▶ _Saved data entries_
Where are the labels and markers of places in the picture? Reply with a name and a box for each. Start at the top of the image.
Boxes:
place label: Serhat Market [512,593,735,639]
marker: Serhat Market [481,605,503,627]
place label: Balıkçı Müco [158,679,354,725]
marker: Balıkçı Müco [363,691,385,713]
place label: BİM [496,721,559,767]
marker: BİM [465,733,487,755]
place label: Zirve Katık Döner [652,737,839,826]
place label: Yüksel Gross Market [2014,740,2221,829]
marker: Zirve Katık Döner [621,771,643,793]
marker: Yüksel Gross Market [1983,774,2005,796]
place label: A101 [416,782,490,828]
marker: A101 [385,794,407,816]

▶ _YOUR ASSIGNMENT_
Repeat every line of the records, exactly as given.

▶ _RESULT OF THIS EXERCISE_
Where are the labels and markers of places in the picture? Reply with a name and a box for each. Start at the top of the image.
Boxes:
place label: Serhat Market [512,593,735,639]
marker: Serhat Market [481,605,503,627]
place label: Balıkçı Müco [158,679,354,725]
marker: Balıkçı Müco [363,691,385,713]
place label: BİM [496,721,559,767]
marker: BİM [465,733,487,755]
place label: Zirve Katık Döner [652,737,839,826]
place label: Yüksel Gross Market [2014,740,2221,829]
marker: Zirve Katık Döner [621,771,643,793]
marker: Yüksel Gross Market [1983,774,2005,796]
place label: A101 [416,782,490,828]
marker: A101 [385,794,407,816]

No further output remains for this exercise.